Directions for this task: Return each line of the records below that contains the word "name".

Exercise input:
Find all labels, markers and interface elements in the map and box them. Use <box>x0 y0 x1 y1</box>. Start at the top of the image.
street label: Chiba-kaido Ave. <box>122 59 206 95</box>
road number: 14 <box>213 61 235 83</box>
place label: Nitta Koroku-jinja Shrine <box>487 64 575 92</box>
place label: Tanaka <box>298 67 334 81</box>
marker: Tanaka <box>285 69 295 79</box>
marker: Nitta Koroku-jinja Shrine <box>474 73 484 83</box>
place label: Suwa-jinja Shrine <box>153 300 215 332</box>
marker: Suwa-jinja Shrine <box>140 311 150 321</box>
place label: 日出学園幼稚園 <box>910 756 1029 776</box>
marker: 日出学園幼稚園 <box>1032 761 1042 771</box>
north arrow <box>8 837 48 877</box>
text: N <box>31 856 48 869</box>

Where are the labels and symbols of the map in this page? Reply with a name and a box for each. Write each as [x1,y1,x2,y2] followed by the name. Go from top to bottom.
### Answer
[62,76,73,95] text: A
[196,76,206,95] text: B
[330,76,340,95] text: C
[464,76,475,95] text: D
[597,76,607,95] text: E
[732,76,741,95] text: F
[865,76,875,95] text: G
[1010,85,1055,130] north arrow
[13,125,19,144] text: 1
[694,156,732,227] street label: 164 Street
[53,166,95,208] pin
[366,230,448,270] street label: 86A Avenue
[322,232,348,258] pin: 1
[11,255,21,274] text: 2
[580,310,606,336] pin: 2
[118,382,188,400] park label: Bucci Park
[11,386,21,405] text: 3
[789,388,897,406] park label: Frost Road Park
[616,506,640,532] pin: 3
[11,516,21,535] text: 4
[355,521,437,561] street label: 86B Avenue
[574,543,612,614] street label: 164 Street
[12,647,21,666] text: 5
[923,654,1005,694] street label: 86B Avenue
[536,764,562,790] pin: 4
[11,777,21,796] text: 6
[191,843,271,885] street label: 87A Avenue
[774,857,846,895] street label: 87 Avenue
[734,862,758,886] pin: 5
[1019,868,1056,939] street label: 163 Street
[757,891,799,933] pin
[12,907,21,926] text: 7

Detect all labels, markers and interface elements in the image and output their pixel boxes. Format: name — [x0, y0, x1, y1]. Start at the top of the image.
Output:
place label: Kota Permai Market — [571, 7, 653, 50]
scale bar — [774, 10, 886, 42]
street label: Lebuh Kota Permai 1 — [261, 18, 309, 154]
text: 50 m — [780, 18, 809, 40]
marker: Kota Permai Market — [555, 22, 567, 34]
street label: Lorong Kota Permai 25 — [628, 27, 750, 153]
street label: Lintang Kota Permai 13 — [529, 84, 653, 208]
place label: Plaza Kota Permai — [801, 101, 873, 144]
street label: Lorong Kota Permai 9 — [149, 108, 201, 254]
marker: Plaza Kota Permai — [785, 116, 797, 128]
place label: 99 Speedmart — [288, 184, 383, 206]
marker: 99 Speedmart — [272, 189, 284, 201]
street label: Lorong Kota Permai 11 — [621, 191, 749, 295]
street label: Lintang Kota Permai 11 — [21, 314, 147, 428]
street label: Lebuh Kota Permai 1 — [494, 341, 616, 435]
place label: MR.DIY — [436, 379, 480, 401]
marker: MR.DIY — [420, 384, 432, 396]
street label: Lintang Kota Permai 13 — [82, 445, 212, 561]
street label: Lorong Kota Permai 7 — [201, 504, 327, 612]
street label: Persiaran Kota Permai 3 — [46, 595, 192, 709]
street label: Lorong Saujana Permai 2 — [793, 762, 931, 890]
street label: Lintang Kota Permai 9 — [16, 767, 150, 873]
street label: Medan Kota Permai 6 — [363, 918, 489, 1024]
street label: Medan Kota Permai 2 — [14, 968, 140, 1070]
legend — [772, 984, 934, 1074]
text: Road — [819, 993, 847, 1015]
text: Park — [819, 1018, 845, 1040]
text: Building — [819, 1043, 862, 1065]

Output:
Where are the labels and symbols of the map in this page? Reply with a name and a box for each. Write each as [x1,y1,x2,y2] followed by the name. Go from top to bottom.
Detect all labels, markers and interface elements in the image and output their pixel boxes. Format: name — [x0, y0, x1, y1]. Start at the top of the image.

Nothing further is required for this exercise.